The stimulatory action of the calcium channel agonist Bay K 8644 on isolated duodenal muscle

Summary The action of the novel dihydropyridine analogue Bay K 8644 has been evaluated on the rat isolated duodenal muscle. Bay K 8644 (0.3 nmol/l to 1 pmol/l) increased both the tone and the phasic movements of the duodenum; the maximum response was about 60% of that to acetylcholine. Nifedipine (30 nmol/l) induced a parallel shift of the concentration-response curve to this compound to the right, without depressing the maximum response; conversely, verapamil (30 nmol/l) caused an unsurmountable antagonism.
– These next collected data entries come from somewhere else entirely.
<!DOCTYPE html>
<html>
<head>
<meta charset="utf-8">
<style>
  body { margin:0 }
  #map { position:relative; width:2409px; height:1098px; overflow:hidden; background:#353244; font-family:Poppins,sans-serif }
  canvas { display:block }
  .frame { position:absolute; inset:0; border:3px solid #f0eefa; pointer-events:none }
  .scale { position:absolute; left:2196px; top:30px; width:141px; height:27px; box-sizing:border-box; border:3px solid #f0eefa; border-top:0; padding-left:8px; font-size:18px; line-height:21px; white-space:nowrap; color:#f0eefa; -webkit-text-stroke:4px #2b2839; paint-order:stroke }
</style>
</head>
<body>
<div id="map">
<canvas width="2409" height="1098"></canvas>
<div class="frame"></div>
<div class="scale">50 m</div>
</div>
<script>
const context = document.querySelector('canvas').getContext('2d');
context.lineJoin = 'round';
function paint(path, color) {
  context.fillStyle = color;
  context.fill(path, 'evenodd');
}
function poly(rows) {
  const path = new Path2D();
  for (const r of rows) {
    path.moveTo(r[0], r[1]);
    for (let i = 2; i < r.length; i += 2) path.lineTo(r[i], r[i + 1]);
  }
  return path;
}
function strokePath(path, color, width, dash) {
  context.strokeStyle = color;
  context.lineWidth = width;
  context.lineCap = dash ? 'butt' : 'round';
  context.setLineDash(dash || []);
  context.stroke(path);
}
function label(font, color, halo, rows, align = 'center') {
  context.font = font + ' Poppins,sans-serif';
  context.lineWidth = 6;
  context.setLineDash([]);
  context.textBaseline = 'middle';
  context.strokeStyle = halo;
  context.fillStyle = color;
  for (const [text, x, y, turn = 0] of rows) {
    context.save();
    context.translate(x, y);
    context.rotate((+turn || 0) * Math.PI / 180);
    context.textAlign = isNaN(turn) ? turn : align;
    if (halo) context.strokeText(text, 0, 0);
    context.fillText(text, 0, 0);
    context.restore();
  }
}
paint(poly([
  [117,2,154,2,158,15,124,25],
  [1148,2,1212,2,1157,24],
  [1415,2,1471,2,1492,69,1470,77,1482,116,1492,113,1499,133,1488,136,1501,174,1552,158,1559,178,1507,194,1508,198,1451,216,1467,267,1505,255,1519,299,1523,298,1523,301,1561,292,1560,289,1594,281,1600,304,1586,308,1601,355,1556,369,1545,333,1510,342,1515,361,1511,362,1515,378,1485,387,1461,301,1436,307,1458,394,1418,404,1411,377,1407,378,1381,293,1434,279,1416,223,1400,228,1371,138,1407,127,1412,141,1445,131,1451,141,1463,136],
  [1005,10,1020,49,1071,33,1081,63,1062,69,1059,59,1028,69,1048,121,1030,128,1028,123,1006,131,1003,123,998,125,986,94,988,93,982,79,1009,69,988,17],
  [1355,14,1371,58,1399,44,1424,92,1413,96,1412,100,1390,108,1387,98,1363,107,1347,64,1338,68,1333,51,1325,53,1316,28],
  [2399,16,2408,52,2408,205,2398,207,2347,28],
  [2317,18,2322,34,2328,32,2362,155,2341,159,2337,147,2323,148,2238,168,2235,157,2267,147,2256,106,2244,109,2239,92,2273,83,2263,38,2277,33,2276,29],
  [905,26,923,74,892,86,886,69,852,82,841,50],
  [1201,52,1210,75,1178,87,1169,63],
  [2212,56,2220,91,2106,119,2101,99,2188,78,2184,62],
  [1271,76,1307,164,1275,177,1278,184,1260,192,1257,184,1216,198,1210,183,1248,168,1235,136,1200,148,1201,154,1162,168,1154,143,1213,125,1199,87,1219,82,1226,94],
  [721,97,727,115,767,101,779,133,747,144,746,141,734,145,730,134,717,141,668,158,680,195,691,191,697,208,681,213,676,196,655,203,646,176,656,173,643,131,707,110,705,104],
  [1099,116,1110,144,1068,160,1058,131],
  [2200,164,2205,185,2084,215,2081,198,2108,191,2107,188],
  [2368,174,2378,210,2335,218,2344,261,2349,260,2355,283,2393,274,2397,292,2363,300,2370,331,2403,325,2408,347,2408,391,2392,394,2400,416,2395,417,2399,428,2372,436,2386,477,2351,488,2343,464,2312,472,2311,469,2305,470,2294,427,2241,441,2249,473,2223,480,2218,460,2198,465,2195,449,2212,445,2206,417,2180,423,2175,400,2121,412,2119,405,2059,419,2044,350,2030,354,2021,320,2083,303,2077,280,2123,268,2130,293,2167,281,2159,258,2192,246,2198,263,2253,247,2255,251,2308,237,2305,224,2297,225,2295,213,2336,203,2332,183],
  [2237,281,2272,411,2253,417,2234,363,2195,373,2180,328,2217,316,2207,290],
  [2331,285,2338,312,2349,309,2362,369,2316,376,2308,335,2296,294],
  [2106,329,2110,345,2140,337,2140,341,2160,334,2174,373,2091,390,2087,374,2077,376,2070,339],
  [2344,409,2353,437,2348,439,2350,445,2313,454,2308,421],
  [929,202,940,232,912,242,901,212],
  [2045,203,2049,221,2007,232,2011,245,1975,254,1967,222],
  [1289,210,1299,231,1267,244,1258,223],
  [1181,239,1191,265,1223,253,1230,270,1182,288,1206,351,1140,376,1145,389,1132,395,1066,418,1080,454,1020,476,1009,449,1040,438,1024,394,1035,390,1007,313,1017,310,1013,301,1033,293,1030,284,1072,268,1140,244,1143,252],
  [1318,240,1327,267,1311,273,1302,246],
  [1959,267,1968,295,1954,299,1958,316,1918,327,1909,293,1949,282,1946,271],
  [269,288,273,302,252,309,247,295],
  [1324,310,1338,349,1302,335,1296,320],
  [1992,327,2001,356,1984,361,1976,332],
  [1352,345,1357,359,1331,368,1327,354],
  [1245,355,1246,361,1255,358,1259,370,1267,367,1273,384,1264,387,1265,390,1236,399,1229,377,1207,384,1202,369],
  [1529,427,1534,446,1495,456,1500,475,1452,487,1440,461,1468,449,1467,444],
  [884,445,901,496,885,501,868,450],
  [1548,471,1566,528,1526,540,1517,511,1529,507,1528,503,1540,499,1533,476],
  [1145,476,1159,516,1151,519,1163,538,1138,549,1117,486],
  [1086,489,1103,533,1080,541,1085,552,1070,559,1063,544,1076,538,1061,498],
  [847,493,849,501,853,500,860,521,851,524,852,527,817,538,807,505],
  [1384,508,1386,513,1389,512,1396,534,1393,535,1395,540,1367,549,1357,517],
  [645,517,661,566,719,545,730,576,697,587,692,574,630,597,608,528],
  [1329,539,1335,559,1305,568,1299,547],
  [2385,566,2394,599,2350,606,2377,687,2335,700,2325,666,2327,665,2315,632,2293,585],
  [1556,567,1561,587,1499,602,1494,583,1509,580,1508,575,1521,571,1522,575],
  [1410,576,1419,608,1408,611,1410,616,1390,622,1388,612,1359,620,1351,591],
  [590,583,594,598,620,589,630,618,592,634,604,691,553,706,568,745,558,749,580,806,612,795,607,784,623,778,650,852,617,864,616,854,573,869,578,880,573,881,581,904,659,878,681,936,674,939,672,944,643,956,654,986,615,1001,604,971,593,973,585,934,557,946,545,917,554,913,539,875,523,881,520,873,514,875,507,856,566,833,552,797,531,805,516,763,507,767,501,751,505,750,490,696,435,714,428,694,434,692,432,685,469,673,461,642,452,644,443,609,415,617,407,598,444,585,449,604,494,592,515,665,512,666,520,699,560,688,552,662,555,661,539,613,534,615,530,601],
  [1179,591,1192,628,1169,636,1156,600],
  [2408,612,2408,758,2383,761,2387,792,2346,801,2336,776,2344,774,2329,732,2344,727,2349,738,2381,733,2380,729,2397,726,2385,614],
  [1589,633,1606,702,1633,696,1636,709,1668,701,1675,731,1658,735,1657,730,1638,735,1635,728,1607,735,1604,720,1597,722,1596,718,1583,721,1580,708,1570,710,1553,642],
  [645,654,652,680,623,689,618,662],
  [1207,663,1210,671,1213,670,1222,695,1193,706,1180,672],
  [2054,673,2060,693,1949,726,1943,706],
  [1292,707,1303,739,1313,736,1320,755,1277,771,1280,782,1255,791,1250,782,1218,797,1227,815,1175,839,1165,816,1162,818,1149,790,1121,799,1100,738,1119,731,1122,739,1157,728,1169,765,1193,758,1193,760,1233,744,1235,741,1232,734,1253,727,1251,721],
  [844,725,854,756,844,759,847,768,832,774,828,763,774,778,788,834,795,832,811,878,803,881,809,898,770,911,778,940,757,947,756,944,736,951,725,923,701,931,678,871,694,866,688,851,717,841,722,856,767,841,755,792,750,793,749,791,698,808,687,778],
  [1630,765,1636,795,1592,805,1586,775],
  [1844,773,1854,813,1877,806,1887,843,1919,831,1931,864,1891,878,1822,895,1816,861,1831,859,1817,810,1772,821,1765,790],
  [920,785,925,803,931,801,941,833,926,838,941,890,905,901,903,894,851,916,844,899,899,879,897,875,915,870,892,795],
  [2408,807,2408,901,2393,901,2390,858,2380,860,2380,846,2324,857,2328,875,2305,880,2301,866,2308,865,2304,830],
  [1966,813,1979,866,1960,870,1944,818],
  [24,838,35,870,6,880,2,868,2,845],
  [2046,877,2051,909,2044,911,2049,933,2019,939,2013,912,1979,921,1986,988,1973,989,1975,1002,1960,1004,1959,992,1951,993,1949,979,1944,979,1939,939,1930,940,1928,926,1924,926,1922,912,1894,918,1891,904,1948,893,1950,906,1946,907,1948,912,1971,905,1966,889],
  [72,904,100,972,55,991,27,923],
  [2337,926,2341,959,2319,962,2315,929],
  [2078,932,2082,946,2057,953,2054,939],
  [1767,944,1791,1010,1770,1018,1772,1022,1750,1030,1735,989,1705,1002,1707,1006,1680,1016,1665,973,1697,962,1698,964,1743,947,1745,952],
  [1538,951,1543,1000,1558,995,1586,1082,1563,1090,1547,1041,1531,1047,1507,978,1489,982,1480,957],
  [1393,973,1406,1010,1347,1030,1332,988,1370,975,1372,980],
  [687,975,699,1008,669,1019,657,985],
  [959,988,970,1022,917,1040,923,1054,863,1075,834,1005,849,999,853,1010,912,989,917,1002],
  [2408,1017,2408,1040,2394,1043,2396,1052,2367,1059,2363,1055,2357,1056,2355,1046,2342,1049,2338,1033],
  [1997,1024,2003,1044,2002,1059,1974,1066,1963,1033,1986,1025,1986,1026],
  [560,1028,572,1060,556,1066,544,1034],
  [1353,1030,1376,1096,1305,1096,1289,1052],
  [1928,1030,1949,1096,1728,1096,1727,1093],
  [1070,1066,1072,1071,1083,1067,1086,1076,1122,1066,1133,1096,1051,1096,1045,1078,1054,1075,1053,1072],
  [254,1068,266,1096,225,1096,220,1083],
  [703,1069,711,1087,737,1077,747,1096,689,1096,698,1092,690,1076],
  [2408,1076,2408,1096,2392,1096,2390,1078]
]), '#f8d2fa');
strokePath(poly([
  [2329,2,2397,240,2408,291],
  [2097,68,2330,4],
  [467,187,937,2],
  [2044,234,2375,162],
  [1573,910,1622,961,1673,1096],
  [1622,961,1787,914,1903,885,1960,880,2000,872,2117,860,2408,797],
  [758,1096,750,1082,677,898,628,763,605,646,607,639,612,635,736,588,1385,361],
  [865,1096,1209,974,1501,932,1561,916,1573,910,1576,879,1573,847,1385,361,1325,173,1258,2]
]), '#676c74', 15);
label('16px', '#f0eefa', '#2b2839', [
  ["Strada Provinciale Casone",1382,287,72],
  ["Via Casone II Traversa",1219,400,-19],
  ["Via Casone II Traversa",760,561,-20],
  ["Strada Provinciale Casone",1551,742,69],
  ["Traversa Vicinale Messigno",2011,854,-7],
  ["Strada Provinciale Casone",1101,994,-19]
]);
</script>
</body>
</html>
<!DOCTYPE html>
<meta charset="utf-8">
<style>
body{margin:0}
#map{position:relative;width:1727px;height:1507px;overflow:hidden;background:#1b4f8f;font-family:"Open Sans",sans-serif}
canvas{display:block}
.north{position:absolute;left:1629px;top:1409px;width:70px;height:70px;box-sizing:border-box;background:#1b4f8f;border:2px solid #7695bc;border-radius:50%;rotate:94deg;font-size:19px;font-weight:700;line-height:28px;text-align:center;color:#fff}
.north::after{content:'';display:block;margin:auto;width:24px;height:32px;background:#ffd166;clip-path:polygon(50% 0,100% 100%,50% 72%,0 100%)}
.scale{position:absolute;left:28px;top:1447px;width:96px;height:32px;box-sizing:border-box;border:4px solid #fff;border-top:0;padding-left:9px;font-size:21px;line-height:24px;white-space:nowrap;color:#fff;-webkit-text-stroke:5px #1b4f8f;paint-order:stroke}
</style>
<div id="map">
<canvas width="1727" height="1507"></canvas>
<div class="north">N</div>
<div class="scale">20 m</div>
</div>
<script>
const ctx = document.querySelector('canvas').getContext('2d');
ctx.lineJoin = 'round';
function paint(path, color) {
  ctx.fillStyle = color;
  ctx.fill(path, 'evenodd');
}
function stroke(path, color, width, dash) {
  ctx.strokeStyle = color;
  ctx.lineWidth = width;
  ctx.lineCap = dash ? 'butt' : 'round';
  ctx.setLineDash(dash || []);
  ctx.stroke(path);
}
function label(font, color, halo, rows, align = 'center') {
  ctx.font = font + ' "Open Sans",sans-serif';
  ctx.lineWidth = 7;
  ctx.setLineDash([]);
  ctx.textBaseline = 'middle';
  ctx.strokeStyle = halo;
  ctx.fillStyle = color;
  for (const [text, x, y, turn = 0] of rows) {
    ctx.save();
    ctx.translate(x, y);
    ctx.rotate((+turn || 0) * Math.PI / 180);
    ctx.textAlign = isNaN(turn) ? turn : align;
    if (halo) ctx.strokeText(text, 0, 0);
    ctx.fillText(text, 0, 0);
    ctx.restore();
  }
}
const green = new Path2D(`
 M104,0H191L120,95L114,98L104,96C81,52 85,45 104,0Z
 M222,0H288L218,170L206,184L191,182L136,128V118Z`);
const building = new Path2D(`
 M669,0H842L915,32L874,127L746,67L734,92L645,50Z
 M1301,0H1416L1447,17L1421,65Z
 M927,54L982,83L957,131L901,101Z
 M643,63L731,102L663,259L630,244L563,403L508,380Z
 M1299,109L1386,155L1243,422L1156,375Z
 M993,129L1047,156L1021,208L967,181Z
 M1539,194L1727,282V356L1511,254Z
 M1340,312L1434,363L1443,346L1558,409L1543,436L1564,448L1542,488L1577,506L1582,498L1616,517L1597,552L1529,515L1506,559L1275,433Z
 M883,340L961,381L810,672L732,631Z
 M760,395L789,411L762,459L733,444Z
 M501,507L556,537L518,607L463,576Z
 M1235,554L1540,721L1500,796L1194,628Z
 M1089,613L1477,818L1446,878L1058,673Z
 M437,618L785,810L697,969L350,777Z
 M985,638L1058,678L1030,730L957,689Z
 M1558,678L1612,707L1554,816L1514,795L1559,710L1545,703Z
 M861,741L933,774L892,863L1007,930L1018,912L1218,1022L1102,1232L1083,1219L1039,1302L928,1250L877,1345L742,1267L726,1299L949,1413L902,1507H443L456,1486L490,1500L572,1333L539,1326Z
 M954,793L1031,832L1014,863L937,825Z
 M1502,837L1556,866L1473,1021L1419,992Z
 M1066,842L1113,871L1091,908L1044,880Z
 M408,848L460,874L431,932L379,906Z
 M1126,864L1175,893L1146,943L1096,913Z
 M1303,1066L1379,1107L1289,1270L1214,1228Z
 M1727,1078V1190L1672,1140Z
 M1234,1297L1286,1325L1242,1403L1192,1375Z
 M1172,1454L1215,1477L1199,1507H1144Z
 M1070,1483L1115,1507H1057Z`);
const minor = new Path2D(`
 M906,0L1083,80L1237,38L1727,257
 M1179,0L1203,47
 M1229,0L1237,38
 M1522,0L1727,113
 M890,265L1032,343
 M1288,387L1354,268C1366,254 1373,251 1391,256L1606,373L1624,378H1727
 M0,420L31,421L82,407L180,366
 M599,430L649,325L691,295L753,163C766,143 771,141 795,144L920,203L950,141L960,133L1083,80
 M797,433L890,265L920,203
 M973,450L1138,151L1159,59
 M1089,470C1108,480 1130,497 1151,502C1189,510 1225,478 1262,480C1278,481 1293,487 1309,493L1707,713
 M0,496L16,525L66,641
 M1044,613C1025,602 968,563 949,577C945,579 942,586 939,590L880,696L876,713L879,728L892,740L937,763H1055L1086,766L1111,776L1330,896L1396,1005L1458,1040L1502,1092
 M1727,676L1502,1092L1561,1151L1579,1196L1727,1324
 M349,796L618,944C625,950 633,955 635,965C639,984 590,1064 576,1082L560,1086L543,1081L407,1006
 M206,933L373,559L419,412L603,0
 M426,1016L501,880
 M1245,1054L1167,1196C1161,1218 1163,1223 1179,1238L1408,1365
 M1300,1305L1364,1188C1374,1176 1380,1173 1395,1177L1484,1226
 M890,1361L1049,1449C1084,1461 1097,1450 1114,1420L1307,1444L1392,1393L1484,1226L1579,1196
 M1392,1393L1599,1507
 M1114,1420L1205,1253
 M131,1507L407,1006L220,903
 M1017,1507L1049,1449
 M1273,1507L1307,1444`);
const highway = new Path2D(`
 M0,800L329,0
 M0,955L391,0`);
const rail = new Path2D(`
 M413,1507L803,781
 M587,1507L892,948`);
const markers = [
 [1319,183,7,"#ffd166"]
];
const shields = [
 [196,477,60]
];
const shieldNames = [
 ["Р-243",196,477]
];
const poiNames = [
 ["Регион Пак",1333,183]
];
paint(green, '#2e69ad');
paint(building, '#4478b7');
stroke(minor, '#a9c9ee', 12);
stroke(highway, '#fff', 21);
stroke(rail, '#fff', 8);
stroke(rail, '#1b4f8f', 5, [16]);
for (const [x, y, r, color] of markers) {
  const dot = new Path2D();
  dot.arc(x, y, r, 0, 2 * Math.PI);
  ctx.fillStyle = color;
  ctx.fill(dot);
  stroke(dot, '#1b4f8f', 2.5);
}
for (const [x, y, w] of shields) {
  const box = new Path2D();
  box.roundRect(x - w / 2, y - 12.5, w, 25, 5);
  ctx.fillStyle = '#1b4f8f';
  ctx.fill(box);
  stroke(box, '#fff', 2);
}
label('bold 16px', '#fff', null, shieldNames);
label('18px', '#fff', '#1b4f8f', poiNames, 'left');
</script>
Incubation of the strips in Ca²⁺-free medium reduced the contractile response to the calcium agonist. The spasmogenic effect of Bay K 8644 was inhibited by atropine (0.1 pmol/l) which caused a significant reduction in the maximum response to the compound. The competitive interaction between Bay K 8644 and nifedipine is consistent with an action at the same dihydropyridine binding site in the calcium channel and suggests that these compounds could be selective probes for detecting the dihydropyridine receptor also in the intestinal smooth muscle. The sensitivity of the contractile effect of Bay K 8644 to atropine may indicate an action of this compound in the cholinergic system, probably mediated by a release of acetylcholine from the nerve terminal rather than due to a direct stimulatory action at muscarinic receptors in the smooth muscle.